What you will do: Pull out every line below that contains the word "fabs".
##### Recorded information #####
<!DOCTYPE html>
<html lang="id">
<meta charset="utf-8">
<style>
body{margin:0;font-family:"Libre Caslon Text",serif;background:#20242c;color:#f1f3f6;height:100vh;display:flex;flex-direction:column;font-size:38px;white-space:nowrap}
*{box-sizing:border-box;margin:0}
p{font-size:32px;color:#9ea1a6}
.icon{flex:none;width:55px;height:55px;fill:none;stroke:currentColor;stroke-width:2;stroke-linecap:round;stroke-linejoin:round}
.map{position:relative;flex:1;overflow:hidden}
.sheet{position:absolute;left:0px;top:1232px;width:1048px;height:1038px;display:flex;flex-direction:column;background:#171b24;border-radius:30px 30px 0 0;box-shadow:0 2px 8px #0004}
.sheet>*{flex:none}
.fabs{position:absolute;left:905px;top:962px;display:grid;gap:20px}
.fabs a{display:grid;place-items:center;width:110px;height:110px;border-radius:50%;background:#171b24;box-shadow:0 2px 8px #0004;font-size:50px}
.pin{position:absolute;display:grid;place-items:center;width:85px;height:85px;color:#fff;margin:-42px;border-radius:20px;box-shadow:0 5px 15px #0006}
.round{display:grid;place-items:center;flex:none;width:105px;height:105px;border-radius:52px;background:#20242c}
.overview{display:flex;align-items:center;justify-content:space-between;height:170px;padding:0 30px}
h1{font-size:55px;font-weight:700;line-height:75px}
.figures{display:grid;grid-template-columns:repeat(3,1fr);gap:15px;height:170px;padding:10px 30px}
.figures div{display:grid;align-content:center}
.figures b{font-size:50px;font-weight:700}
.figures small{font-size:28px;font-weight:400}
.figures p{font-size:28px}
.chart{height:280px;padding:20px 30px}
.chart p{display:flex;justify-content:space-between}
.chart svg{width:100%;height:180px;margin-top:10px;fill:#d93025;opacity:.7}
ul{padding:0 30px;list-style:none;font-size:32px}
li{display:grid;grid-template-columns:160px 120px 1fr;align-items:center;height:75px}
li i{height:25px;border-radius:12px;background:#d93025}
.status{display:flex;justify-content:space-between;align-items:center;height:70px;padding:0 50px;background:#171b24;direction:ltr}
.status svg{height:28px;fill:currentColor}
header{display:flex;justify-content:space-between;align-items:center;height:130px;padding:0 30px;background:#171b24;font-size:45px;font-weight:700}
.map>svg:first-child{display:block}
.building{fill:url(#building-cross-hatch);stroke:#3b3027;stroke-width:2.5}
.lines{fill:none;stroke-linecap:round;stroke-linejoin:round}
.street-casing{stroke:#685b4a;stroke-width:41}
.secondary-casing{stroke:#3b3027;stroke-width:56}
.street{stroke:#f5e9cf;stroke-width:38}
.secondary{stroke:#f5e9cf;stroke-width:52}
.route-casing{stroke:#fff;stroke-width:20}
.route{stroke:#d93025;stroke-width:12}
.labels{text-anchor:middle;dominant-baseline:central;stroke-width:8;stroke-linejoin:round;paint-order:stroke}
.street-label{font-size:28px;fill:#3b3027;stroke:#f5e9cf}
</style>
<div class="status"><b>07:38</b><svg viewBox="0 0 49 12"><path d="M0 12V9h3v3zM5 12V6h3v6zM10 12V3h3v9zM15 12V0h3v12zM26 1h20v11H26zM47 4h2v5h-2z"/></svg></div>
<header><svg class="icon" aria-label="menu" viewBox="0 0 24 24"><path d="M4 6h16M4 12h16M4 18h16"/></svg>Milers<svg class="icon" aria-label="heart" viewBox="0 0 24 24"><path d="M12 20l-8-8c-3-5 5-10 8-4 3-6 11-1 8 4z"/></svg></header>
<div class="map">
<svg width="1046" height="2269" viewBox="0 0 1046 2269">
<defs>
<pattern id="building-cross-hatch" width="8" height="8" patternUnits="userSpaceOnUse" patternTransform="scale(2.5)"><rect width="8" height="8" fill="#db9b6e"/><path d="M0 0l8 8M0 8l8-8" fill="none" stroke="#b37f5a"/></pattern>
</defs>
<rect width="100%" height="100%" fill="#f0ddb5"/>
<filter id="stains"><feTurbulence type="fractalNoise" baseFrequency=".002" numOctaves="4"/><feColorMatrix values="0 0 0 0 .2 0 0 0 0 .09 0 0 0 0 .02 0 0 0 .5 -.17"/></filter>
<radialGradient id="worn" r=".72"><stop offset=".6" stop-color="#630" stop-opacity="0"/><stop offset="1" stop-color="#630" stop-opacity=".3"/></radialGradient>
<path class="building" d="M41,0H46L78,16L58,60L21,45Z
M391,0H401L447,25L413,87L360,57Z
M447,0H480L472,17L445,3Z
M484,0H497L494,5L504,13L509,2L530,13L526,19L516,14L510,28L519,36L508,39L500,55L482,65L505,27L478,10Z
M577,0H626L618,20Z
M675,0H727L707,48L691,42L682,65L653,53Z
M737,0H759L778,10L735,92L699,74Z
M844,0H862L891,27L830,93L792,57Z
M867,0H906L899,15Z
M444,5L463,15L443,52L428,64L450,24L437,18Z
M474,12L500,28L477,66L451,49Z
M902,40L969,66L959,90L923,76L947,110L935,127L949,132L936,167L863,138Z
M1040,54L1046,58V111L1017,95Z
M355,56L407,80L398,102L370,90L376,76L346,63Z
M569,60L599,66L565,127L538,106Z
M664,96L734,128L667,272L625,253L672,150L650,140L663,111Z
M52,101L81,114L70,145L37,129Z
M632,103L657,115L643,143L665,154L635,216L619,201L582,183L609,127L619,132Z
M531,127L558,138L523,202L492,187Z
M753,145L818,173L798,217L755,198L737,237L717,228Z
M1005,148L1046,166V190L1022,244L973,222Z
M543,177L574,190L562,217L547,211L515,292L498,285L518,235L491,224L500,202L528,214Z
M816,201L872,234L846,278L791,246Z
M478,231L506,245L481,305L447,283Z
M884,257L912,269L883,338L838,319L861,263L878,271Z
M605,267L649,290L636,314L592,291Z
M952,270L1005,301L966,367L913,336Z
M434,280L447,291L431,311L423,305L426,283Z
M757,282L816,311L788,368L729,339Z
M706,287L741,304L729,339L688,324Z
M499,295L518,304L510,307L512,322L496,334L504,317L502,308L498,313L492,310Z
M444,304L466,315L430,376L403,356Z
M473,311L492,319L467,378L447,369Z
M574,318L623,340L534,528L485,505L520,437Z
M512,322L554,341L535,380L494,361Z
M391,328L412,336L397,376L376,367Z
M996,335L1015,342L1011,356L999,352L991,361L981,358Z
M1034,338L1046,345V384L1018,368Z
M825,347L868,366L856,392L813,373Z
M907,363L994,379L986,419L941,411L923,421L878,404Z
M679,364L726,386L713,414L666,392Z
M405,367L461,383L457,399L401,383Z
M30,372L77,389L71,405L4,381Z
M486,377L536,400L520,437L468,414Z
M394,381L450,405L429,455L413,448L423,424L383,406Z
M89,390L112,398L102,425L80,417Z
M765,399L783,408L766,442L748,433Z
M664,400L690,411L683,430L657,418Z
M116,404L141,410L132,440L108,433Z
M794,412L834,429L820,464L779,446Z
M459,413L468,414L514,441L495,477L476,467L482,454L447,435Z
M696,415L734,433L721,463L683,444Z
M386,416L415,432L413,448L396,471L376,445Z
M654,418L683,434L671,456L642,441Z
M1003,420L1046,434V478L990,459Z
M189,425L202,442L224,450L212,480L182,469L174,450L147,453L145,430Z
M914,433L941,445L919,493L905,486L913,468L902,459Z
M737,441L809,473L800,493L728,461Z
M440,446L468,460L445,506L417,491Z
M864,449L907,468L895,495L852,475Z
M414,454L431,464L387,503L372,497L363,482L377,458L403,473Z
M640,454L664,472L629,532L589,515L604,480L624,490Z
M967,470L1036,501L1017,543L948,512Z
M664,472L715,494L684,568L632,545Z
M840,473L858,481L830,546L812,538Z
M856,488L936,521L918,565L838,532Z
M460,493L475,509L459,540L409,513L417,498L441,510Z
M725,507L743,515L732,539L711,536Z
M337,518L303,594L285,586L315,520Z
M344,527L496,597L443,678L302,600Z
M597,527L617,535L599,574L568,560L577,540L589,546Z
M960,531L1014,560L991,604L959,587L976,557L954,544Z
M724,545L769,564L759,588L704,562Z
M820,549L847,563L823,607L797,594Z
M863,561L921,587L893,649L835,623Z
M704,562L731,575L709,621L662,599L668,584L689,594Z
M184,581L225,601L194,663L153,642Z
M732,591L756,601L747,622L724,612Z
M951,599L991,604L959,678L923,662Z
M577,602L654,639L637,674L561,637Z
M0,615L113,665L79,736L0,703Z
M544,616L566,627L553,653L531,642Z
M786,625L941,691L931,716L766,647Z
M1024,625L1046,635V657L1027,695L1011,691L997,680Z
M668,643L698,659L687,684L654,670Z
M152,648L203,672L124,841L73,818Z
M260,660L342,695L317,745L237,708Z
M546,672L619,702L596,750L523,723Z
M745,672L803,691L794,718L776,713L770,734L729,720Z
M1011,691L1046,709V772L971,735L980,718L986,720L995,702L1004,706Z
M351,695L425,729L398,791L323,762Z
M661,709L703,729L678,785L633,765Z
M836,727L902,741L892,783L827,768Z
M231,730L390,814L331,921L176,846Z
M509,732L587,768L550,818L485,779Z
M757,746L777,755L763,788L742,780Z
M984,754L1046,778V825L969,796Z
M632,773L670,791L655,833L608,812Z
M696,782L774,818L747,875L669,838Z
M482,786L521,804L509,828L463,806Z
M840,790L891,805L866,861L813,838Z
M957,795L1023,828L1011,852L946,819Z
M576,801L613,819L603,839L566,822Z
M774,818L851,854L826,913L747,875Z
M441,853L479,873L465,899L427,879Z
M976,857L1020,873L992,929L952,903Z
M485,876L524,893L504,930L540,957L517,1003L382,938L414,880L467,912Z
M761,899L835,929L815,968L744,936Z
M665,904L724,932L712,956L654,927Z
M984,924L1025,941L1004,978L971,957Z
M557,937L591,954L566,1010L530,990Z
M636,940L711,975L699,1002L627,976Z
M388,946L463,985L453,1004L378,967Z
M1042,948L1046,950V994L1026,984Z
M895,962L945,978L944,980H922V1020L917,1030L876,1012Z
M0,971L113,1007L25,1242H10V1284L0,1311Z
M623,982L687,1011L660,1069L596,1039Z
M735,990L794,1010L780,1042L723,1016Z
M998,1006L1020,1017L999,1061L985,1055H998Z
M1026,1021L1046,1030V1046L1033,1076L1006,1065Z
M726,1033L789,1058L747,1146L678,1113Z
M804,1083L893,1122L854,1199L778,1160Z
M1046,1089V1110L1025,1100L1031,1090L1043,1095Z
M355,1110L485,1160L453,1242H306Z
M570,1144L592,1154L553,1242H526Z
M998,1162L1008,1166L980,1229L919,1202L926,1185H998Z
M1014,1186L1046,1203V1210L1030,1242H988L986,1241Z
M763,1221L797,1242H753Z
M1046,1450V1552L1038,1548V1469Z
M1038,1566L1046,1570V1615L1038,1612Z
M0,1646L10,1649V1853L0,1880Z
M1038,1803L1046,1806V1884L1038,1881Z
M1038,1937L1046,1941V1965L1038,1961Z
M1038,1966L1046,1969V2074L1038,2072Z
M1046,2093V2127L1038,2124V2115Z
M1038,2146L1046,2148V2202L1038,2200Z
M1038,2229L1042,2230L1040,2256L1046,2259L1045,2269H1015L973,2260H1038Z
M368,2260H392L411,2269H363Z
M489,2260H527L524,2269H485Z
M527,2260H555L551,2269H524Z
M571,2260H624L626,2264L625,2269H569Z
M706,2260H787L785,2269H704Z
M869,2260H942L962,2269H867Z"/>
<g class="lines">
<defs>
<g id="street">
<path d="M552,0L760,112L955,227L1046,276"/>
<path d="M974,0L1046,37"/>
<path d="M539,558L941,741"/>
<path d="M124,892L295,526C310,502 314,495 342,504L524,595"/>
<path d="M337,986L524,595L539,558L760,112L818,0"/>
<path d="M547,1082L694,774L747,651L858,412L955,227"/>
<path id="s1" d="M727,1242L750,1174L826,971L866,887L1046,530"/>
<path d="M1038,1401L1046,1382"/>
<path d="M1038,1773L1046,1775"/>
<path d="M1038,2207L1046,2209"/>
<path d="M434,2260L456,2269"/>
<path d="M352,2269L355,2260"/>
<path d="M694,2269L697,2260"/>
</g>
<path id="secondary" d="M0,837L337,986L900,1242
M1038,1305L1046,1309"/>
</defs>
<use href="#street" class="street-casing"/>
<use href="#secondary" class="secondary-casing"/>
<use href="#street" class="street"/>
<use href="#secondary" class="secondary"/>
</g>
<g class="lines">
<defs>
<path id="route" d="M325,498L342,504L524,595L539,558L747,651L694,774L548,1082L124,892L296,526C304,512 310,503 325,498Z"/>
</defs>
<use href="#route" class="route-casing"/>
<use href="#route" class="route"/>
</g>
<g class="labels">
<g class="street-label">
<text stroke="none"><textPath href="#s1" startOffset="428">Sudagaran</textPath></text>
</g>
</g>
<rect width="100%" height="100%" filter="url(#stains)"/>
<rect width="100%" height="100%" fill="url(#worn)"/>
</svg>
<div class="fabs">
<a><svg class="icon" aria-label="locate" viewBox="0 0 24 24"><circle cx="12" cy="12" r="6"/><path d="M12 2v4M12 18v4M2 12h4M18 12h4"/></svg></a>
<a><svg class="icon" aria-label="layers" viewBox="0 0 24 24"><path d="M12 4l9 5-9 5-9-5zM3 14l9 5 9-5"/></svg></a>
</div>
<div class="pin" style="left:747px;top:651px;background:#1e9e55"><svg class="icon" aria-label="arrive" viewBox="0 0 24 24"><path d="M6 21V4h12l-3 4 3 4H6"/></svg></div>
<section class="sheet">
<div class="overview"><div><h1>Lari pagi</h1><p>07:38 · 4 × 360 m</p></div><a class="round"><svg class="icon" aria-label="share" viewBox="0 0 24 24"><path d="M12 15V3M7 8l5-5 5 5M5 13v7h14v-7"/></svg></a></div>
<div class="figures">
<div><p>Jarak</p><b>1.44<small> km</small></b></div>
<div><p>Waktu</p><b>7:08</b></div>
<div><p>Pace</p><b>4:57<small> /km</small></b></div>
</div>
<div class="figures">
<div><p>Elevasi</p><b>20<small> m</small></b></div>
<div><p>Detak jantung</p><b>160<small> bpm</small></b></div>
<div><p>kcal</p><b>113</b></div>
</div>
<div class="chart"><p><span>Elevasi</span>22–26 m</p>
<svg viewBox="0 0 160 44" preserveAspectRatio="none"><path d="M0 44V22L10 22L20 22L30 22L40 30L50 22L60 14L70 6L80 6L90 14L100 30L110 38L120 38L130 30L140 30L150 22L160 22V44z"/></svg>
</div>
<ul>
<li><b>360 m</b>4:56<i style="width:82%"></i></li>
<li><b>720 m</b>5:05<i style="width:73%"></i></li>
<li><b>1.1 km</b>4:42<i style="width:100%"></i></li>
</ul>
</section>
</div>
#####
Task response:
.fabs{position:absolute;left:905px;top:962px;display:grid;gap:20px}
.fabs a{display:grid;place-items:center;width:110px;height:110px;border-radius:50%;background:#171b24;box-shadow:0 2px 8px #0004;font-size:50px}
<div class="fabs">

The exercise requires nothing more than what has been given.